Friday, 10 December 2010

Flashback Explained


This is a very quick guide to Oracle Flashback.

Any form of restoring, such as Flashback, should always be done after reading the docs. for a final refresher - 10 minutes up-front may save hours later!

There are 2 basic types of flashback:
1. Flashback
2. Flashback Database

Plain "Flashback" is used to do one of these:
1. Perform queries that return past data
2. Perform queries that return metadata that shows a detailed history of changes to the database
3. Recover tables or rows to a previous point in time
4. Automatically track and archive transactional data changes
5. Roll back a transaction and its dependent transactions while the database remains online

"Flashback Database" is, in effect, a rewind button for the entire database. You simply tell Oracle how far back you want to go, and ta-da! it's done. It is a database-wide thing and can be thought of as an alternative to an RMAN restore/recovery, only faster, as no need to restore from tape, etc. It can be very useful recovering from unpleasant effects of patching, code releases, or anything that could screw the database. Flashback Database uses Flashback Logs & Archive Redo Logs, which are available to the database at all times. You need to decide how much space you allocate to flashback logs & archive redo logs, as disk can soon fill, if you aren't careful.
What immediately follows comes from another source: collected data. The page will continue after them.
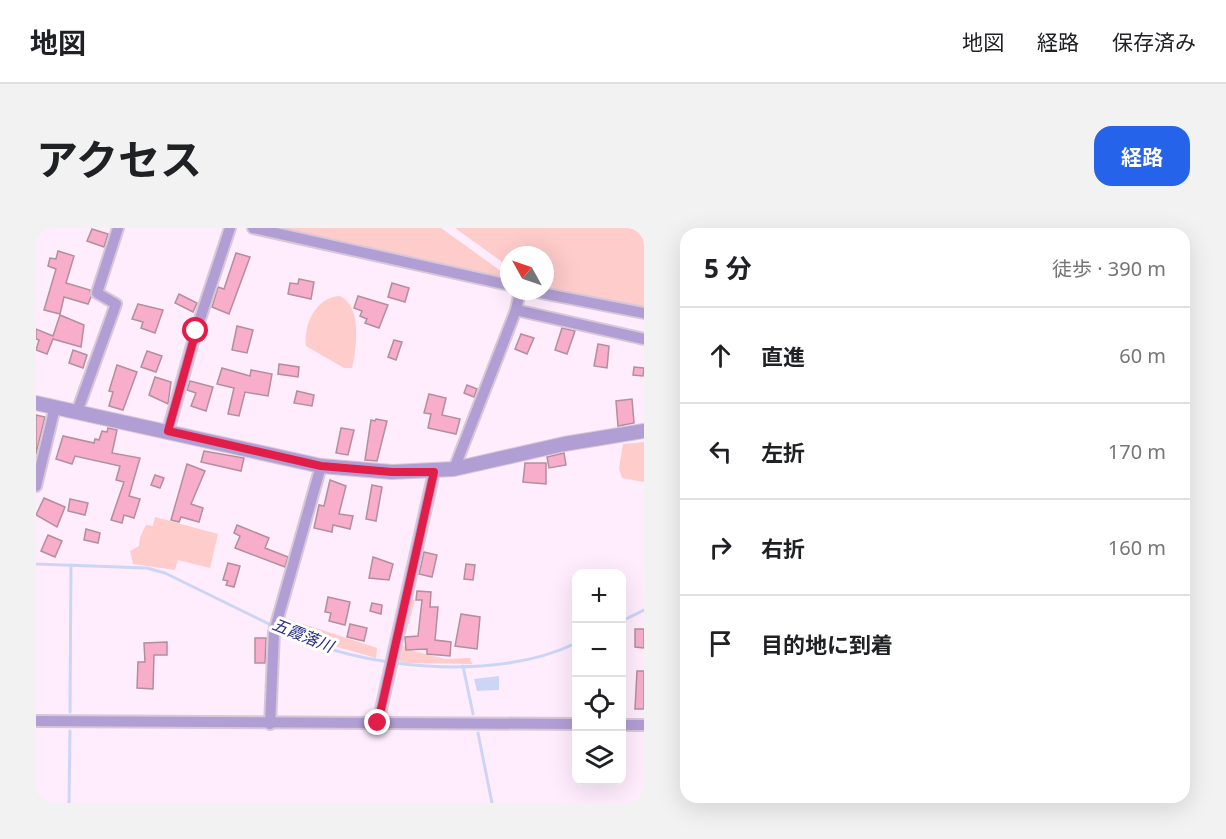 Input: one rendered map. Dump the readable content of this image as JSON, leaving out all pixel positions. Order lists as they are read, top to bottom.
{
  "water": ["五霞落川"],
  "north": "top left",
  "page": {
    "header": "地図",
    "nav": ["地図", "経路", "保存済み"],
    "title": "アクセス",
    "buttons": "経路",
    "heading": ["5 分", "徒歩 · 390 m"],
    "list": [
      ["直進", "60 m"],
      ["左折", "170 m"],
      ["右折", "160 m"],
      "目的地に到着"
    ],
    "map_buttons": ["+", "−"]
  }
}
An example of Flashback Database:
The basic idea is to flashback the database to time T1, then ALTER OPEN DATABASE RESETLOGS, again, just like you do with an RMAN incomplete recovery, to have the database as it was at time T1. The database is now usable and ready for business - but everything that happened in the database since time T1 has now gone.
e.g. Assuming it is 16:30 on September 2nd. Someone did something insane in the database at 21:34 the day before (the 1st) utterly wrecking the database and the only sensible course of action left open is to flashback the database:
RMAN> FLASHBACK DATABASE TO TIME TO_DATE('01-SEP-2010 21:33:00','DD-MON-YYYY HH24:MI:SS')";

Note: As well as timestamp-based flashback, it can also be based on SCN or Restore Point. See the docs. for details. I recommend that you create a restore point before patching/upgrading, as it is then really easy to put the database back, should the patch/upgrade fail.
SCN-based flashback has a potential problem if the database has been flashed back or undergone PITR - again, search the docs. for "ambiguous scn".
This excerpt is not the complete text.